** Opening Data supplied block **
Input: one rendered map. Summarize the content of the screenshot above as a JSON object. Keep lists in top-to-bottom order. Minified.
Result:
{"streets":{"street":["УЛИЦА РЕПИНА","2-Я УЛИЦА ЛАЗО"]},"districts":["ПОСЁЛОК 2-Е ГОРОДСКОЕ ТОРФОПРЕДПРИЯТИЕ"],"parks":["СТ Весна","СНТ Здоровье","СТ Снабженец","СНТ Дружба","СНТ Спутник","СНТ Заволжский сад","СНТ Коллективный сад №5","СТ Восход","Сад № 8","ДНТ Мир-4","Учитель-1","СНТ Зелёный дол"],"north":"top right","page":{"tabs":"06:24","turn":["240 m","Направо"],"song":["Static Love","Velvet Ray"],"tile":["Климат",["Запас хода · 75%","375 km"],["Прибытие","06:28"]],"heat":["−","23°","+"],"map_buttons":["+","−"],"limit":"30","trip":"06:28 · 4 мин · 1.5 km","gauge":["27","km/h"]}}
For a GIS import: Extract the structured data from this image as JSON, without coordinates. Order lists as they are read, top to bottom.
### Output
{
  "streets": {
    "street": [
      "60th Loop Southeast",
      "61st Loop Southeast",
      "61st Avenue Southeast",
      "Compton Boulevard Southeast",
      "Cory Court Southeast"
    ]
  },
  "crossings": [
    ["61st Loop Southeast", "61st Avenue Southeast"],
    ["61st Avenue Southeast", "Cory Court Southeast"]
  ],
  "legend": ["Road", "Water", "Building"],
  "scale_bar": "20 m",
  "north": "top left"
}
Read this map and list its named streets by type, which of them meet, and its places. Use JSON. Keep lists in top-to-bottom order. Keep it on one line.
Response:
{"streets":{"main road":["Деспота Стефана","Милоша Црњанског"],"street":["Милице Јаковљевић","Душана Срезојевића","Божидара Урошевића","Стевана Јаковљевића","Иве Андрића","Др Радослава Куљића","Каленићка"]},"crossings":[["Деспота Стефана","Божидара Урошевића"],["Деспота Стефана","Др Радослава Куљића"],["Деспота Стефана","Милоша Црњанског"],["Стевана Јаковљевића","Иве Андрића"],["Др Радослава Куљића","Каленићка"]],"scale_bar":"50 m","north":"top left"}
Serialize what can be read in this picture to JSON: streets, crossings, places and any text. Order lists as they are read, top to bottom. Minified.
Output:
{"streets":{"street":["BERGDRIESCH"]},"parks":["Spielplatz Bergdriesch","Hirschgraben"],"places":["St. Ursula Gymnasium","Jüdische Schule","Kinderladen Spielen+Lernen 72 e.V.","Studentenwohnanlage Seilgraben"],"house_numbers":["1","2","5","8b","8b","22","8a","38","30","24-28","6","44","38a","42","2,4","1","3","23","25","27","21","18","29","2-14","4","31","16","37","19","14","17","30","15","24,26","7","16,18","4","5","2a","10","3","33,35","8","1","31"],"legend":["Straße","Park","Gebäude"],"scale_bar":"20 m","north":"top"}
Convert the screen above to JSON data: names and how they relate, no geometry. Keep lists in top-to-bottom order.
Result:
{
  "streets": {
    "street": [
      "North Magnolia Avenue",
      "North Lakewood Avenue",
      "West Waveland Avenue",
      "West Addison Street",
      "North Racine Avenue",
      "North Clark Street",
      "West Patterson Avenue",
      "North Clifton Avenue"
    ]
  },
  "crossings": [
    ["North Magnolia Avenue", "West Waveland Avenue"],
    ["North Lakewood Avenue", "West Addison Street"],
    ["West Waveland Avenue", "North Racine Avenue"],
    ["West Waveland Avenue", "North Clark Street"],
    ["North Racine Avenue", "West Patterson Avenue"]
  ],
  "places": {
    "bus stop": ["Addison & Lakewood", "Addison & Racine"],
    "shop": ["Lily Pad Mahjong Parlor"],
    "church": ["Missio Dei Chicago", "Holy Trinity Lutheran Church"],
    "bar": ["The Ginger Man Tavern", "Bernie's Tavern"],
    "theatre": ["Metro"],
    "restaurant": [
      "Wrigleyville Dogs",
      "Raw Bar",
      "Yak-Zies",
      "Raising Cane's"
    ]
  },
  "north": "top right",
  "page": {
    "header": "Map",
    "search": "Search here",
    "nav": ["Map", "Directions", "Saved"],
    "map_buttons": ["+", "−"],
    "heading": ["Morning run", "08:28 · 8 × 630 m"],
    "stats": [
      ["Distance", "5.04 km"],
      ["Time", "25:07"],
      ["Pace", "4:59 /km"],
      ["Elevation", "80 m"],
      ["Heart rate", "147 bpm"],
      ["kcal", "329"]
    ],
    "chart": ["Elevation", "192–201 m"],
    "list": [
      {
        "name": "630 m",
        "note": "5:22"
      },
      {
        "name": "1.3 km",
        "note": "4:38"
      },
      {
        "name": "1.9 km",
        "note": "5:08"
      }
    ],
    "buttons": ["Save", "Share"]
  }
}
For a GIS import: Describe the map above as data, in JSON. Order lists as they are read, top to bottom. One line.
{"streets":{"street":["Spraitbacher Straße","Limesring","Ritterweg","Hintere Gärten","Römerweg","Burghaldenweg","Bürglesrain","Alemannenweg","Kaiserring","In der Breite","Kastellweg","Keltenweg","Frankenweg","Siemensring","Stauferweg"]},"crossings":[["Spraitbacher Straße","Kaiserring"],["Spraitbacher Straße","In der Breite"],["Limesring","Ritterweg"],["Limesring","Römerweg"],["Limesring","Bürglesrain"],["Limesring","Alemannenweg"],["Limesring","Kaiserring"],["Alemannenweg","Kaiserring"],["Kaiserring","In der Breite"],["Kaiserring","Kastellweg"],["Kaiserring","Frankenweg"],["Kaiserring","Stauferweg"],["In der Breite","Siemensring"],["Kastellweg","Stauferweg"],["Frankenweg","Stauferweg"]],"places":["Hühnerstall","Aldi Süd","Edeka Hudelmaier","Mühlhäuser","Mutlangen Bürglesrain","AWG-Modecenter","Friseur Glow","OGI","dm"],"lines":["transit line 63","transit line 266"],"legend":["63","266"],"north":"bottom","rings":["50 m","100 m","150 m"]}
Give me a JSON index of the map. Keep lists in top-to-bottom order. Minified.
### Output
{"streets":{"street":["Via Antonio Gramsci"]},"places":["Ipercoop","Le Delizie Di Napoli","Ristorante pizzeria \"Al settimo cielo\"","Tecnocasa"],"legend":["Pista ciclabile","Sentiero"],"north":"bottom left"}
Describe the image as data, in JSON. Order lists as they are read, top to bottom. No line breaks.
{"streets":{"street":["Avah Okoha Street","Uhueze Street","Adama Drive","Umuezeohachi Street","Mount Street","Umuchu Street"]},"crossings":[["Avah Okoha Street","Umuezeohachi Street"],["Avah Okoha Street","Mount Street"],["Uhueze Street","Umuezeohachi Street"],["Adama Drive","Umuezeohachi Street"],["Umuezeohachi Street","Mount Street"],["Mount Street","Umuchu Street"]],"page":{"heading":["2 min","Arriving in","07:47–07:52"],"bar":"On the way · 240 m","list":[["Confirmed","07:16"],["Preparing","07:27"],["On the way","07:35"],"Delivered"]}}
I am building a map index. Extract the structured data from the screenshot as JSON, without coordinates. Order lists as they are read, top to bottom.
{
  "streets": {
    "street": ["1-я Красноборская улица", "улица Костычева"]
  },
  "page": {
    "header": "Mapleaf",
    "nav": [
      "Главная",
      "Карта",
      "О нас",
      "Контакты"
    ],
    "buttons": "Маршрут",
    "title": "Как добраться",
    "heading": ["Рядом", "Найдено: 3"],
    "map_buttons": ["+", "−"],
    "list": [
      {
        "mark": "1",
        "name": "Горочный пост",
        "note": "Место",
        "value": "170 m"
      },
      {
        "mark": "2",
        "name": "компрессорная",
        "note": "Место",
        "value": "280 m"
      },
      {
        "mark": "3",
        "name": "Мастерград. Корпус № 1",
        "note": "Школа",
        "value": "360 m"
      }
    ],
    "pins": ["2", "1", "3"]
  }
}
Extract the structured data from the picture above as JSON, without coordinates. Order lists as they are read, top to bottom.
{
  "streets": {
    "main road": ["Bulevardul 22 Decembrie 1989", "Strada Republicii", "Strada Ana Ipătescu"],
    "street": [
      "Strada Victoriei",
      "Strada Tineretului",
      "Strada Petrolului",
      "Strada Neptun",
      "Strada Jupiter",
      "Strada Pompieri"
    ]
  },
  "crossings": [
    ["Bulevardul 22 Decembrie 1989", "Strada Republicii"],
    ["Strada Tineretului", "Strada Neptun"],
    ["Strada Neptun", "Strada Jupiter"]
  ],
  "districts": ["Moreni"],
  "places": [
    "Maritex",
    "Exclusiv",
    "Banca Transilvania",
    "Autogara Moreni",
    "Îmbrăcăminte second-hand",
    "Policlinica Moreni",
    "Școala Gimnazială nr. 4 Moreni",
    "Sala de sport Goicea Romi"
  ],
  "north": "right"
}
** Closing Data supplied block **
**Problem requirements**
In the listing above, find the line containing "Extract the structured data from the picture" and please quote exactly that line through the last one, and no other lines.

**Exercise response**
Extract the structured data from the picture above as JSON, without coordinates. Order lists as they are read, top to bottom.
{
  "streets": {
    "main road": ["Bulevardul 22 Decembrie 1989", "Strada Republicii", "Strada Ana Ipătescu"],
    "street": [
      "Strada Victoriei",
      "Strada Tineretului",
      "Strada Petrolului",
      "Strada Neptun",
      "Strada Jupiter",
      "Strada Pompieri"
    ]
  },
  "crossings": [
    ["Bulevardul 22 Decembrie 1989", "Strada Republicii"],
    ["Strada Tineretului", "Strada Neptun"],
    ["Strada Neptun", "Strada Jupiter"]
  ],
  "districts": ["Moreni"],
  "places": [
    "Maritex",
    "Exclusiv",
    "Banca Transilvania",
    "Autogara Moreni",
    "Îmbrăcăminte second-hand",
    "Policlinica Moreni",
    "Școala Gimnazială nr. 4 Moreni",
    "Sala de sport Goicea Romi"
  ],
  "north": "right"
}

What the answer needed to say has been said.